▶ _WHAT IS NEEDED_:
Your answer should be one number: the count of lines in the records that include the word "Annotation".

▶ _RECORDS SUPPLIED_:

·····

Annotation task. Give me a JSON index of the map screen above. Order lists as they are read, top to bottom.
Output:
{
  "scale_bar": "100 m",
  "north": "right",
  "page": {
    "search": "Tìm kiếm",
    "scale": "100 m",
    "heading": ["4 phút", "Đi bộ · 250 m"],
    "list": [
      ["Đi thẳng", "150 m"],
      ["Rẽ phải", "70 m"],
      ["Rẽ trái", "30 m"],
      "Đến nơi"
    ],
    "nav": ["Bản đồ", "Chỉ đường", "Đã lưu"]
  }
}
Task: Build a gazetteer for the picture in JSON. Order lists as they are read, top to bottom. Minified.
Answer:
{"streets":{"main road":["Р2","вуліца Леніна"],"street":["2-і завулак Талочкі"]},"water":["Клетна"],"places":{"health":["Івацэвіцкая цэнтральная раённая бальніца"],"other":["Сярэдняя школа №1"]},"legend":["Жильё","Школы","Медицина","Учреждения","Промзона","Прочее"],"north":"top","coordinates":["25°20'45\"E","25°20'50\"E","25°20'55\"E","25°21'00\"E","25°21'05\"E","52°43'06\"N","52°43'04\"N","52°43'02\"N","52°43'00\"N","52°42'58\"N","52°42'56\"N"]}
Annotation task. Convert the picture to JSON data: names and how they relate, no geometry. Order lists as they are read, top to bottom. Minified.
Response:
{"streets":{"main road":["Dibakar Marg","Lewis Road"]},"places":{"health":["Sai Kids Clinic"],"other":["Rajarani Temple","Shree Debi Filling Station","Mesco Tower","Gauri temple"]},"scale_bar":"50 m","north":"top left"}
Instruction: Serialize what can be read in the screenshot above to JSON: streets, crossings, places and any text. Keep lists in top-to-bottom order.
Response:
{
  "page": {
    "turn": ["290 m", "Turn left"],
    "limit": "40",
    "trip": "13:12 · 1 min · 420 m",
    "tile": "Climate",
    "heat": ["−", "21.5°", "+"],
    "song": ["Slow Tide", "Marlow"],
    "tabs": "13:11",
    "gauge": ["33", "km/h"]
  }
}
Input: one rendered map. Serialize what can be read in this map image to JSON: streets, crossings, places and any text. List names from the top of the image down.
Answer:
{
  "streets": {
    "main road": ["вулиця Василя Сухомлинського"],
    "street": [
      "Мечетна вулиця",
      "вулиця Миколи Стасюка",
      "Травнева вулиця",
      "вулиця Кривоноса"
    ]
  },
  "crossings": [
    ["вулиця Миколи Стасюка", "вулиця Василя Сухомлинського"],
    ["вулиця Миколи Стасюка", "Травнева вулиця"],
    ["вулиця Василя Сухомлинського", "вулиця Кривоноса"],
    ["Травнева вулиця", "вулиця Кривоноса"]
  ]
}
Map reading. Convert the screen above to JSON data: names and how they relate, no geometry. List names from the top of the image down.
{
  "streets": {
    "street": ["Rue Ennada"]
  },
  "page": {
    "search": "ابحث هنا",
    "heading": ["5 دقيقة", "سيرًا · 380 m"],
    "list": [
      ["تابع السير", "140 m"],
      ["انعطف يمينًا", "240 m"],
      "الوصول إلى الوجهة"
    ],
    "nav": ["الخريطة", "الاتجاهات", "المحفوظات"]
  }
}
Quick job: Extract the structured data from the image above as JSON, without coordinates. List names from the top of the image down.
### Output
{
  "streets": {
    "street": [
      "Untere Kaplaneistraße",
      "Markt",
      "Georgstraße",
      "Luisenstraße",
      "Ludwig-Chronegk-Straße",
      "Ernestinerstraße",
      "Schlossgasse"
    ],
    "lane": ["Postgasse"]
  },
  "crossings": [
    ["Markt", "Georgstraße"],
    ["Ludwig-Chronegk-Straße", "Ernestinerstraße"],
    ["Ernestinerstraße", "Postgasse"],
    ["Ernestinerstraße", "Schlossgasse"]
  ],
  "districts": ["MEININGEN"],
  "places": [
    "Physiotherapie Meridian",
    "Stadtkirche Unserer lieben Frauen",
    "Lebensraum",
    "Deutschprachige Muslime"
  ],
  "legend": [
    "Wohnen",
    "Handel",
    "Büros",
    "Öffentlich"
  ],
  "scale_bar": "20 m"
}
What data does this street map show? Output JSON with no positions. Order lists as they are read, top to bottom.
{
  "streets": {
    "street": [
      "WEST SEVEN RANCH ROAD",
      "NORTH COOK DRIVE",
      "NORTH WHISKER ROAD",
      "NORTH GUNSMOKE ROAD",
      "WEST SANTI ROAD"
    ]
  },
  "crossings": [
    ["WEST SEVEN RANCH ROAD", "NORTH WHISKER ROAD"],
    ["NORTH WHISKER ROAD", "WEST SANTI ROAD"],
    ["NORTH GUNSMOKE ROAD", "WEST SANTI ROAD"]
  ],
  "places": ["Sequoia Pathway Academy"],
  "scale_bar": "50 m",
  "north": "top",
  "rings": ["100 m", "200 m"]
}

·····

▶ _EXPECTED ANSWER_:
2